You may obviously initialize the untrained version of the model and load the weights afterwards, especially if you have your own checkpoints or seek to train the model yourself. However, the compiam.load_model()
wrappers offers a handy and rapid way to load a pre-trained model for a particular task. The weights for the integrated models are NOT included in the release of compiam
(given the extensive size), but when models are loaded with the wrapper, the weights are automatically downloaded from the cloud and stored in compiam/models/<musical-aspect>/<model-name>/
(writing the path UNIX-styled here!). You can set up the download path using the data_home
argument of the wrapper (leveraging the naming convention from the mirdata
library).
Important
Only the ML and DL-based models with available weights can be loaded using the .load_model()
wrapper. The non-trainable tools or the models with no available weights must be imported from their corresponding module.
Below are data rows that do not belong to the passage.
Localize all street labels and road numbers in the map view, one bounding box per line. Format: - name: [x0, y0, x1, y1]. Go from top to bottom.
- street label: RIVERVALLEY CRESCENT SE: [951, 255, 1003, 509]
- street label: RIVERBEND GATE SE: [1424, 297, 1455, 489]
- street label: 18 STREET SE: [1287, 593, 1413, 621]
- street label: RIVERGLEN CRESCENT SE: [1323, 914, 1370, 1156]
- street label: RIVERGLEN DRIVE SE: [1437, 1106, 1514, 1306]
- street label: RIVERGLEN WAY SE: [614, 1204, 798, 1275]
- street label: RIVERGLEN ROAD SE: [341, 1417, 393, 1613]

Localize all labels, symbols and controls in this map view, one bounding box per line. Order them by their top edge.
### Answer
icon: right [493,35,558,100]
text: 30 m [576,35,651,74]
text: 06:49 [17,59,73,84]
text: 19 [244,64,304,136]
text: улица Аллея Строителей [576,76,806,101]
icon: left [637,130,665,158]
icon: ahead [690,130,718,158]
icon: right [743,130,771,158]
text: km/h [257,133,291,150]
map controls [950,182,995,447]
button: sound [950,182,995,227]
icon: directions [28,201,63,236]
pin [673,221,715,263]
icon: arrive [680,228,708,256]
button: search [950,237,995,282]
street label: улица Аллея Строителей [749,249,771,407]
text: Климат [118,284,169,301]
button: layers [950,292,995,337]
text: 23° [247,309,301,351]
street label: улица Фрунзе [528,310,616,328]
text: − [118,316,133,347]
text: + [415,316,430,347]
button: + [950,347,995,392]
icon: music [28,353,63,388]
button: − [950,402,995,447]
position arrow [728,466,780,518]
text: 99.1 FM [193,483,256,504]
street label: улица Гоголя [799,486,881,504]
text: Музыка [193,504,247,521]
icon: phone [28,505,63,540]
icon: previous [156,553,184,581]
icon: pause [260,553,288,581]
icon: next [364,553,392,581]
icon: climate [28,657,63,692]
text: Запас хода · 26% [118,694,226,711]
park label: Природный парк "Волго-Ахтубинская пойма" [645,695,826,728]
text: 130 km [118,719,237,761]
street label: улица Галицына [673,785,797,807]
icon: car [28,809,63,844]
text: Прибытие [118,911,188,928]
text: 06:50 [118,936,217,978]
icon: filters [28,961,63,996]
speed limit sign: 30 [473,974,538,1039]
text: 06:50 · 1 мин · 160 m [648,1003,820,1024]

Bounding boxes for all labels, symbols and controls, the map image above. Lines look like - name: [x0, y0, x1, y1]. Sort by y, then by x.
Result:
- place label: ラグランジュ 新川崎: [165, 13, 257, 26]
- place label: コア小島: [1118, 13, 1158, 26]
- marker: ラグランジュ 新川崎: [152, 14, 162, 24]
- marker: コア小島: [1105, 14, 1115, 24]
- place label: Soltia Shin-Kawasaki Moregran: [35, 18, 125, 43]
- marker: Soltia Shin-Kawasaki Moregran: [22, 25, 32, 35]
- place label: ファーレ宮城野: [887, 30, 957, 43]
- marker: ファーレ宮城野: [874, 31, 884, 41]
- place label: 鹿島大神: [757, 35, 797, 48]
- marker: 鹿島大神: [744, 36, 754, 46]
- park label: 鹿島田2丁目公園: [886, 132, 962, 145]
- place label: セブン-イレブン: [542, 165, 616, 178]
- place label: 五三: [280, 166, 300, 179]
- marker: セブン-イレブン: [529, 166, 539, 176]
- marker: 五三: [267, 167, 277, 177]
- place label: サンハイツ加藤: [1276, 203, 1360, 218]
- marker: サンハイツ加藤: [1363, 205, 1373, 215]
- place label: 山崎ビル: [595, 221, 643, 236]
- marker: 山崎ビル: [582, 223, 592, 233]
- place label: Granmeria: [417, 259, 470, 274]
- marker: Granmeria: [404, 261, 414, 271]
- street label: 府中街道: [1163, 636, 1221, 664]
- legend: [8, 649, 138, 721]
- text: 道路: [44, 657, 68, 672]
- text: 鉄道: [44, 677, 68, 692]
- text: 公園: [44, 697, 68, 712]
Let’s list the available pre-trained ML/DL models through compiam
.
pprint(compiam.list_models())
['melody:deepsrgm',
'melody:ftanet-carnatic',
'melody:ftaresnet-carnatic-violin',
'melody:cae-carnatic',
'structure:dhrupad-bandish-segmentation',
'separation:cold-diff-sep',
'separation:mixer-model']
This list includes all the models in compiam
that can be loaded using a set of publicly available weights. Let’s now run a snippet to show how fast we can expriment through the use of the wrappers in compiam
.
%pip install "tensorflow==2.15.0" "keras<3"
Note
Some tools require specific dependencies that are not installed by default. These dependencies are specified in the online compiam
documentation. In addition, if a tool is loaded and a dependency is missing, an error message will be thrown requesting the user to install the missing package.
# Loading pre-trained model for prediction
ftanet_carnatic = load_model("melody:ftanet-carnatic")
saraga_carnatic = load_dataset(
"saraga_carnatic",
data_home=os.path.join("..", "audio", "mir_datasets"),
)
These methods in the following cell download the dataser for you, and make sure no files are missing or have been corrupted during the downloading/unzipping process.
#saraga_carnatic.download()
#saraga_carnatic.validate()
Note
Saraga Carnatic is about 24GB of data and therefore we will not download it within the context of this tutorial.
An audio example from the dataset has been selected for tutoring purposes: “Sri Raghuvara Sugunaalaya” performed by Sanjay Subrahmanyan. The id
of this track in the Saraga Carnatic dataloader is "109_Sri_Raghuvara_Sugunaalaya"
.
# Getting audio from random track in the dataset
saraga_tracks = saraga_carnatic.load_tracks()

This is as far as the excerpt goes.